§ PROBLEM REQUIREMENTS
Which of the lines below contain the string "linejoin"? Pull each one out of the data.

Source records

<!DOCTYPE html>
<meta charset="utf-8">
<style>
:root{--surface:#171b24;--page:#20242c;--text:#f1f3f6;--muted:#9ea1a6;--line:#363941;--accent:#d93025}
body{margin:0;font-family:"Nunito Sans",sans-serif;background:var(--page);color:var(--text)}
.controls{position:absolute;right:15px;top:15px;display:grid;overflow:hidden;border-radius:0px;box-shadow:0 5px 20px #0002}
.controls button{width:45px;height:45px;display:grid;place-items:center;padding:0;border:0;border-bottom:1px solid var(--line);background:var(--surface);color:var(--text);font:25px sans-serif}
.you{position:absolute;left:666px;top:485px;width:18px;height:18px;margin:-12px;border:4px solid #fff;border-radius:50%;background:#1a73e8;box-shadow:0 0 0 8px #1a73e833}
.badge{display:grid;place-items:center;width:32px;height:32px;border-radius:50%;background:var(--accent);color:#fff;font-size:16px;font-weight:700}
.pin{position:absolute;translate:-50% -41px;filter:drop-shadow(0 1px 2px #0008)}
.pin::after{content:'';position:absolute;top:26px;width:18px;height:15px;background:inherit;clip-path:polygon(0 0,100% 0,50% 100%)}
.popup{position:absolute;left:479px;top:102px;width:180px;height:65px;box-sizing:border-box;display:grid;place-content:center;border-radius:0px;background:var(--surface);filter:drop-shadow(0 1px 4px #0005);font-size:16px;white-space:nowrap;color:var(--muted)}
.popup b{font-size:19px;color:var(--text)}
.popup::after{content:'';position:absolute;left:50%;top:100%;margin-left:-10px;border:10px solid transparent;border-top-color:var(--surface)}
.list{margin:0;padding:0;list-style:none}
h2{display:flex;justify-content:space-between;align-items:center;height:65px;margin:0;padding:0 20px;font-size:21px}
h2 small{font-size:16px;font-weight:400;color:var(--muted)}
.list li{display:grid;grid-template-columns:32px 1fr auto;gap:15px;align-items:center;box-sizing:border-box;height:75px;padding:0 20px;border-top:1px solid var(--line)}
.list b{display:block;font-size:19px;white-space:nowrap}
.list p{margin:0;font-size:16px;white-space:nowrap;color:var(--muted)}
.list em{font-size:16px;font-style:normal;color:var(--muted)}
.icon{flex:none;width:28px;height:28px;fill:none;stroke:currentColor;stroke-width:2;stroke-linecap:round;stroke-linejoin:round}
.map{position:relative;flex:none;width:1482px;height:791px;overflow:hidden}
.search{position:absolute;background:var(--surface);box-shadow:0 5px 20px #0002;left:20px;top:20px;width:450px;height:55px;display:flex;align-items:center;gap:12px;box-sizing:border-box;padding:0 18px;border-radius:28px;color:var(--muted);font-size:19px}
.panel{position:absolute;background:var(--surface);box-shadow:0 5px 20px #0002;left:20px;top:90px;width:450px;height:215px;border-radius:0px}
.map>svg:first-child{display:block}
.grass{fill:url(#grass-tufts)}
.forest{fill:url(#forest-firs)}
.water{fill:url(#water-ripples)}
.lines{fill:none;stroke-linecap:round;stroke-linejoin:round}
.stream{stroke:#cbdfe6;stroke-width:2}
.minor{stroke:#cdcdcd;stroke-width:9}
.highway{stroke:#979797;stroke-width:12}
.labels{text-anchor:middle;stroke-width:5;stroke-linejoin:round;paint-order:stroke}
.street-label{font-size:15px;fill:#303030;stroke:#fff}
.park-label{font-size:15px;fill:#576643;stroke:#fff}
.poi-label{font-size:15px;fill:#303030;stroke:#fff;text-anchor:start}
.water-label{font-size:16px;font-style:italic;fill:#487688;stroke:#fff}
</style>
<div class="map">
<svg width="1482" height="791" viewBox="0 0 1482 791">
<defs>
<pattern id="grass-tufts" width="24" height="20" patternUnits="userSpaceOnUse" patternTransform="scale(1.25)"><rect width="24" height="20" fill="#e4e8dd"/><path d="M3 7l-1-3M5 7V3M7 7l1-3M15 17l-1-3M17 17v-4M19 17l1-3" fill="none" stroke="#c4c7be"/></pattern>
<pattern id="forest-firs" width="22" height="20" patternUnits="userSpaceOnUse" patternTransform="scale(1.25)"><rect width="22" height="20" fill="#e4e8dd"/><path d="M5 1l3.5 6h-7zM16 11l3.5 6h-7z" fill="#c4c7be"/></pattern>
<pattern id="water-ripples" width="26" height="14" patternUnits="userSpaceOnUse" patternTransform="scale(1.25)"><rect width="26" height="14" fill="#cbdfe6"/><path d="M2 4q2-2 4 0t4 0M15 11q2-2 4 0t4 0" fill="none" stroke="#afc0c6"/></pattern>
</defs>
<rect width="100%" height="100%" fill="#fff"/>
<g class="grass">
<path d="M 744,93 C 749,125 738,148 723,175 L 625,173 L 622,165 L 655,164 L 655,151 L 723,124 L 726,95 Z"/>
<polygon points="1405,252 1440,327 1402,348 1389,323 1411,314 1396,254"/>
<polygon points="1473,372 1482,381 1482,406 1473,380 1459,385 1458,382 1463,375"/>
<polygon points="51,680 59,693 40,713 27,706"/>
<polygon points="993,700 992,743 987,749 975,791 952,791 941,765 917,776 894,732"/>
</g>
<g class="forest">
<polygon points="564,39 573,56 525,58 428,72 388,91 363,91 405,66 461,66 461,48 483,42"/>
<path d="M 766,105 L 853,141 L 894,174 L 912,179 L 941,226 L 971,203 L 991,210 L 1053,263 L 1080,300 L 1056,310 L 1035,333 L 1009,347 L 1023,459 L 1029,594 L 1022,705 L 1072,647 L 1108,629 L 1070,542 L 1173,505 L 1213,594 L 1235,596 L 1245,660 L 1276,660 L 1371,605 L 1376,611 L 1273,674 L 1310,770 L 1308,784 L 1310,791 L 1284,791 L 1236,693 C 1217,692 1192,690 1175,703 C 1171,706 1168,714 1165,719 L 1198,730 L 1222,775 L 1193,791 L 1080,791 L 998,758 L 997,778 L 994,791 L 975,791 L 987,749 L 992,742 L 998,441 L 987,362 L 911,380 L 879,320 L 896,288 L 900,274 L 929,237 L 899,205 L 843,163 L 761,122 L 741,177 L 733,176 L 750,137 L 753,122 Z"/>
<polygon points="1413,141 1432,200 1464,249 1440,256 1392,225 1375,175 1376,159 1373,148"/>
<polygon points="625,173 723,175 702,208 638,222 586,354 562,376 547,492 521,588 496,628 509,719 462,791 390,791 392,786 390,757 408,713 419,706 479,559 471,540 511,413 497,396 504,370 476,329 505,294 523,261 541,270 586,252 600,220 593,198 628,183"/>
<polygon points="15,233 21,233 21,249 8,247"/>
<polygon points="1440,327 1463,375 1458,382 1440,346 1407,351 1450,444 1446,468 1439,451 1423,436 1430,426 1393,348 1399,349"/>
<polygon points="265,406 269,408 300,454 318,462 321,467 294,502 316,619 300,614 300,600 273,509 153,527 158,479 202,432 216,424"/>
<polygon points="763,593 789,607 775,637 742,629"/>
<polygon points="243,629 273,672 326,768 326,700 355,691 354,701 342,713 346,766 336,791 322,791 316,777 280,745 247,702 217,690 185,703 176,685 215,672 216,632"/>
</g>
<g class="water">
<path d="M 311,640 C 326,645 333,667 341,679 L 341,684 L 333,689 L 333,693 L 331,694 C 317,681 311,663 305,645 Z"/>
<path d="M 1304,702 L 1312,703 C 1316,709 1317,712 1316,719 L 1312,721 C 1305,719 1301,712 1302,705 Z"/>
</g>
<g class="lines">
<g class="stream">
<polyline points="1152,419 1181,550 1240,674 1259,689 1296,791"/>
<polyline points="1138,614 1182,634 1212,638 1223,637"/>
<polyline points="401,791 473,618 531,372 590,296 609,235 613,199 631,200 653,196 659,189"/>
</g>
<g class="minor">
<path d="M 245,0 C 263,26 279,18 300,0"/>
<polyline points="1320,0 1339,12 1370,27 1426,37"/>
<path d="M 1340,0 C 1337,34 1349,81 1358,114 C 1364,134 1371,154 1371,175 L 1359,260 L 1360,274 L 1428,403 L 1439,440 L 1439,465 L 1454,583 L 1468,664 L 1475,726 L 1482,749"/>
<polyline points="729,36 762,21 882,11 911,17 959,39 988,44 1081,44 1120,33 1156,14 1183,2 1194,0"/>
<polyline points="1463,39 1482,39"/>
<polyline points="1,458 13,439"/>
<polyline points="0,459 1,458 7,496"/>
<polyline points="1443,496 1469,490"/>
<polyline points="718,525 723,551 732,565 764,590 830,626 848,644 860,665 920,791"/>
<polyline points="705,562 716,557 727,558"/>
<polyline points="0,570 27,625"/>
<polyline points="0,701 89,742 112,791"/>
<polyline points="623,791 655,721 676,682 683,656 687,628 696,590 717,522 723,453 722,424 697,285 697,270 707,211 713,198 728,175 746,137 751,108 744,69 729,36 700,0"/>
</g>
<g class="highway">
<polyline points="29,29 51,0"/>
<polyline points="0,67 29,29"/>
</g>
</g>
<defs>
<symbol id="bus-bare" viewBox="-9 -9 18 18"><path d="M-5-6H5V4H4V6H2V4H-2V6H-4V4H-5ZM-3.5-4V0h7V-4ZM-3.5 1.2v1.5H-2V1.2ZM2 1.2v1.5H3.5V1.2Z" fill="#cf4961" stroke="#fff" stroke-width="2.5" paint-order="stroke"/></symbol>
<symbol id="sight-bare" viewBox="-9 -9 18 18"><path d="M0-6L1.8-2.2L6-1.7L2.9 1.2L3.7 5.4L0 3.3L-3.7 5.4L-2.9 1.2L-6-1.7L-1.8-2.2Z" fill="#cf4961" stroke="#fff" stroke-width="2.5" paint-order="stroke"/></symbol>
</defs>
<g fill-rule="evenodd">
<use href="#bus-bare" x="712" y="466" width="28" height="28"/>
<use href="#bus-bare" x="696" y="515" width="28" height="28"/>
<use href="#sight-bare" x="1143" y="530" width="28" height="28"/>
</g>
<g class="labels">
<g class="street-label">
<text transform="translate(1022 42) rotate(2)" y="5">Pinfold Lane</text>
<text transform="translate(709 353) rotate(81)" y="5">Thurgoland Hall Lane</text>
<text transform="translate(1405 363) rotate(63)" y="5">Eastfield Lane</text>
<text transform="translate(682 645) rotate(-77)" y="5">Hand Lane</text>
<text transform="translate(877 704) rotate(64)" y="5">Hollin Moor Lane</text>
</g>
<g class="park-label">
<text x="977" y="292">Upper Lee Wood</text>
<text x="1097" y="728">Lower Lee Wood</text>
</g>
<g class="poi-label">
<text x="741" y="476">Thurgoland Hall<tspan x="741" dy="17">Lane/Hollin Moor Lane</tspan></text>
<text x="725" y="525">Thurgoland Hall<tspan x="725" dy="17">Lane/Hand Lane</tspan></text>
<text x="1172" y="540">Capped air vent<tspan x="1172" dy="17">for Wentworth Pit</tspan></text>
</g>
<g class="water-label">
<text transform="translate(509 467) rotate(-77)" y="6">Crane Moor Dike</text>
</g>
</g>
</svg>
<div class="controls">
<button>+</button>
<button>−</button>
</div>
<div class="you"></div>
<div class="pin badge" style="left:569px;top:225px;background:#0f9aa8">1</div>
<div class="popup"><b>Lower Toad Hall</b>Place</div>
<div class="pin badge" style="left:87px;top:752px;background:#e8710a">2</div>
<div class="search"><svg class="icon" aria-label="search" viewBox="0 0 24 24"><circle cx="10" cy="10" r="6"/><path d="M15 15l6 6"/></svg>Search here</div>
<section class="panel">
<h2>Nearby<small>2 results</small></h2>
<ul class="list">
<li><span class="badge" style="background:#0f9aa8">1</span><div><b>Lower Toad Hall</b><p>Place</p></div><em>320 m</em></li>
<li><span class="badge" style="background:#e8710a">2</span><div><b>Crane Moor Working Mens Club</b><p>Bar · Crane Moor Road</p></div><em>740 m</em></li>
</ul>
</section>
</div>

§ SOLUTION FOR THIS TASK
.icon{flex:none;width:28px;height:28px;fill:none;stroke:currentColor;stroke-width:2;stroke-linecap:round;stroke-linejoin:round}
.lines{fill:none;stroke-linecap:round;stroke-linejoin:round}
.labels{text-anchor:middle;stroke-width:5;stroke-linejoin:round;paint-order:stroke}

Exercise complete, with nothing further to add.